Published online 2009 August 12. doi:  10.1007/s11606-009-1072-z
PMCID: PMC2762504

Methodological Challenges and Limitations of Research on Alcohol Consumption and Effect on Common Clinical Conditions: Evidence from Six Systematic Reviews

Barbara J. Turner, MD, MSEdcorresponding author1 and A. Thomas McLellan, PhD2,3



Despite the high prevalence of alcohol consumption in the US, ‘mainstream’ physicians generally consider it to be peripheral to most patient care. This may be due in part to a dearth of rigorous research on alcohol’s effect on common diseases.


To evaluate this issue, we examined six systematic reviews, four of which were conducted as part of a research initiative supported by the Robert Wood Johnson Foundation, the Program of Research to Integrate Substance Use Information into Mainstream Healthcare (PRISM). PRISM aimed to assimilate and improve the evidence on the medical impact of alcohol (and other drugs of abuse) on common chronic conditions.


From these reviews, we summarize the methodological limitations of research on alcohol’s impact on development and/or clinical course of depression, hypertension, diabetes, bone disease, dementia, and sexually transmitted diseases. The studies included in these reviews were largely fair to good quality, and few were in primary care settings.
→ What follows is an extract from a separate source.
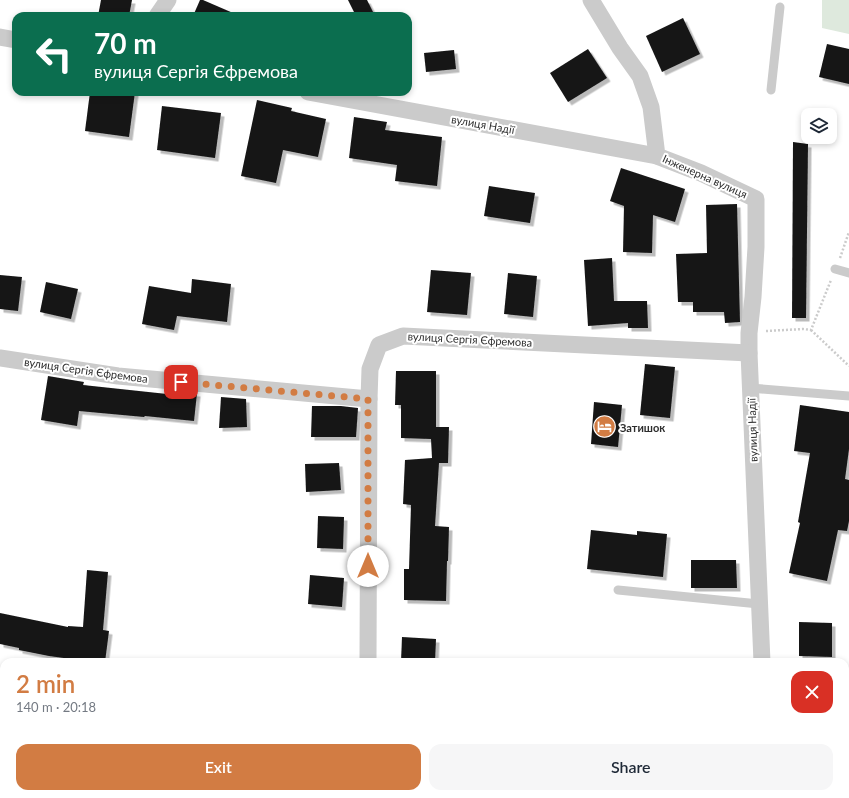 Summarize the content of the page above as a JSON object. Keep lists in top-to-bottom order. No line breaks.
{"streets":{"street":["вулиця Надії","Інженерна вулиця","вулиця Сергія Єфремова"]},"crossings":[["вулиця Надії","Інженерна вулиця"],["вулиця Надії","вулиця Сергія Єфремова"]],"places":{"hotel":["Затишок"]},"page":{"turn":["70 m","вулиця Сергія Єфремова"],"heading":["2 min","140 m · 20:18"],"buttons":["Exit","Share"]}}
Syntheses were hampered by the myriad of definitions of alcohol consumption from any/none to seven levels and a plethora of types of alcohol use disorders.
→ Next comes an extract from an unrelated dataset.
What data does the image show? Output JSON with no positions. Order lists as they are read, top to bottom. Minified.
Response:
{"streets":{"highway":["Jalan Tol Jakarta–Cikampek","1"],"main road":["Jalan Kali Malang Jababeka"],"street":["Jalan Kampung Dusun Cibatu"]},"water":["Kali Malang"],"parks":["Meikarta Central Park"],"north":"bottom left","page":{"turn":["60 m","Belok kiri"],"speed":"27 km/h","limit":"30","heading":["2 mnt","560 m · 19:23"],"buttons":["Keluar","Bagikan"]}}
We recommend more high-quality observational and experimental studies in primary care settings as well as a more standard approach to quantifying alcohol use and to defining alcohol use disorders.

KEY WORDS: alcohol, standardized measurement, medical impacts, research limitations, alcohol drinking/adverse effects

A 2005 Institute of Medicine (IOM) report warned that physicians’ failure to screen for and address the effects of alcohol on health and disease compromised the quality of care for Americans1. The IOM report is responsive to warning signs from national survey data. For example, according to 2006 National Center for Health Statistics data, 61% of Americans drink alcohol, and 33% of drinkers report binging (i.e., five or more drinks/day)2. Despite the high prevalence of alcohol consumption, often at levels deemed to be unhealthy3, most physicians pay little attention to their patients’ alcohol consumption or to its effects on common diseases46. When physicians do ask about alcohol use, they record it in the social history section of the chart so alcohol use information is usually not accessible when diagnosing and treating diseases.
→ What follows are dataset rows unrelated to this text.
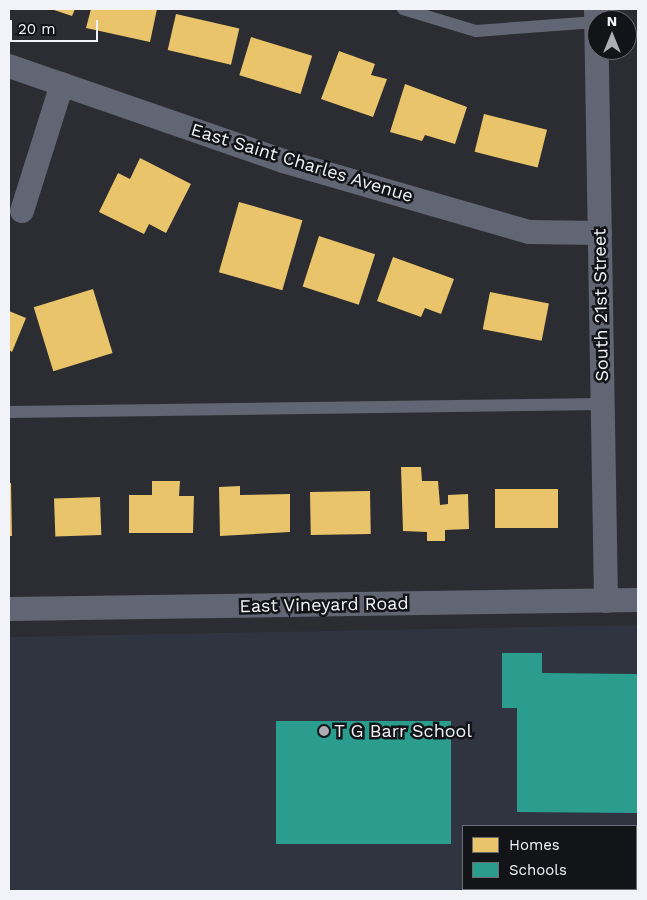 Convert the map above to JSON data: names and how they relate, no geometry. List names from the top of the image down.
{
  "streets": {
    "street": ["East Saint Charles Avenue", "South 21st Street", "East Vineyard Road"]
  },
  "crossings": [
    ["East Saint Charles Avenue", "South 21st Street"],
    ["South 21st Street", "East Vineyard Road"]
  ],
  "places": ["T G Barr School"],
  "legend": ["Homes", "Schools"],
  "scale_bar": "20 m",
  "north": "top"
} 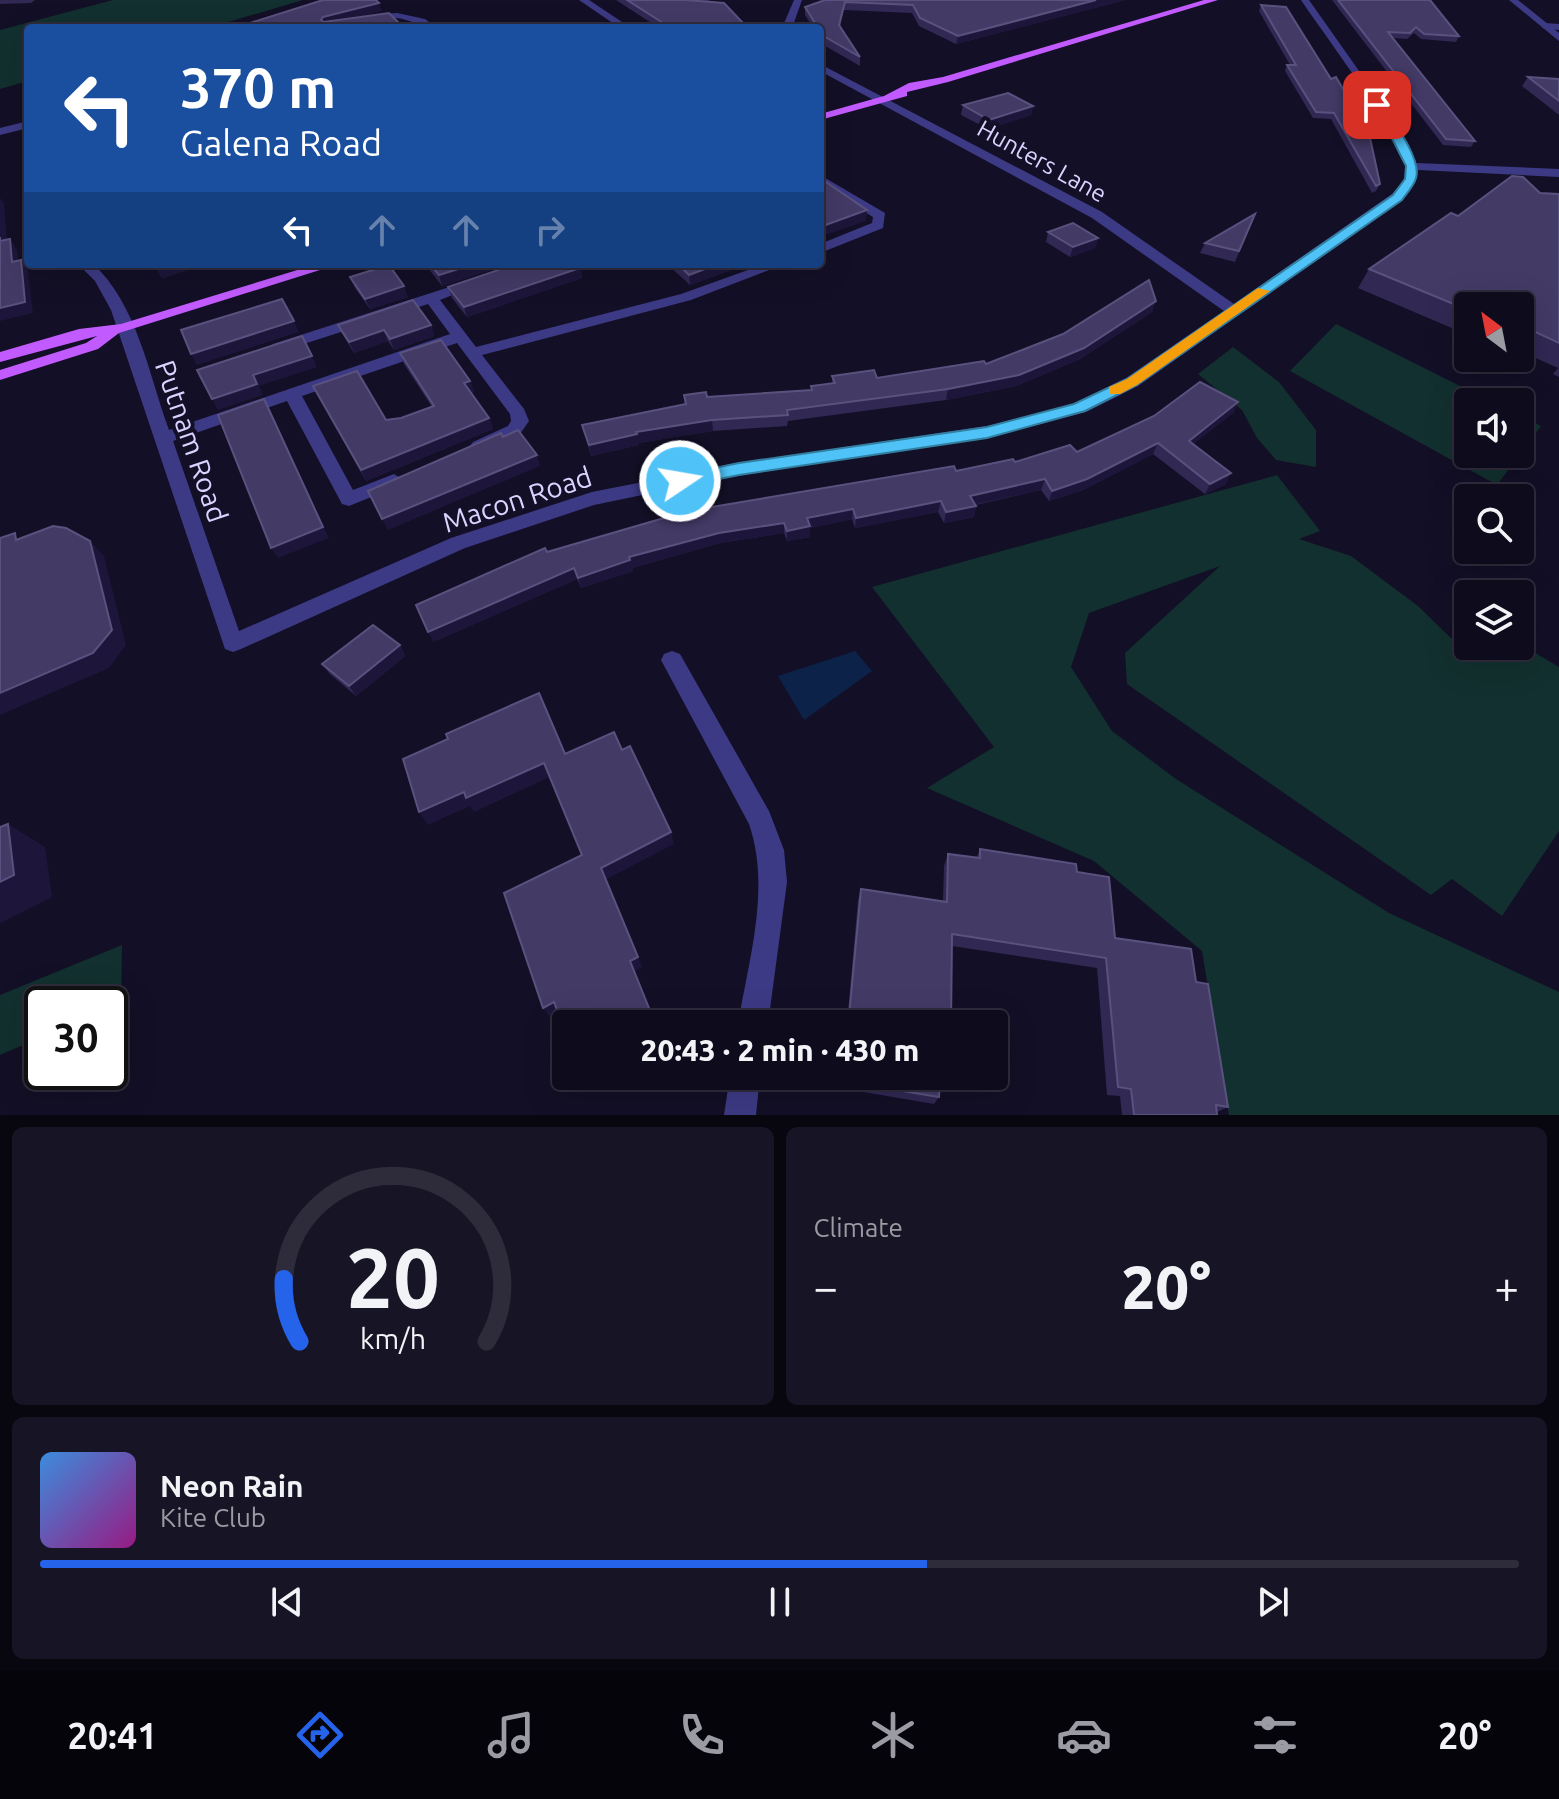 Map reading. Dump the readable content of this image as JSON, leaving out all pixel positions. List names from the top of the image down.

The limited relevance and quality of research on the effects of alcohol use on common clinical conditions seen in primary care practice may contribute to this lack of attention. Thus, with support from the Robert Wood Johnson Foundation, the Program of Research to Integrate Substance Use Information into Mainstream Healthcare (PRISM) was launched in 2004 to assimilate and improve the evidence on the medical impact of alcohol (and other drugs of abuse) on common chronic conditions. To these ends, we commissioned systematic reviews about the risks and benefits of alcohol use on a variety of common medical conditions that internists manage on a daily basis. In addition, other critical reviews have recently been published on the impact of alcohol use disorders on common clinical conditions. In this commentary, we identify themes from the critiques of the evidence from six reviews and offer suggestions to improve the validity and relevance of the research on the impact of alcohol consumption on common clinical conditions.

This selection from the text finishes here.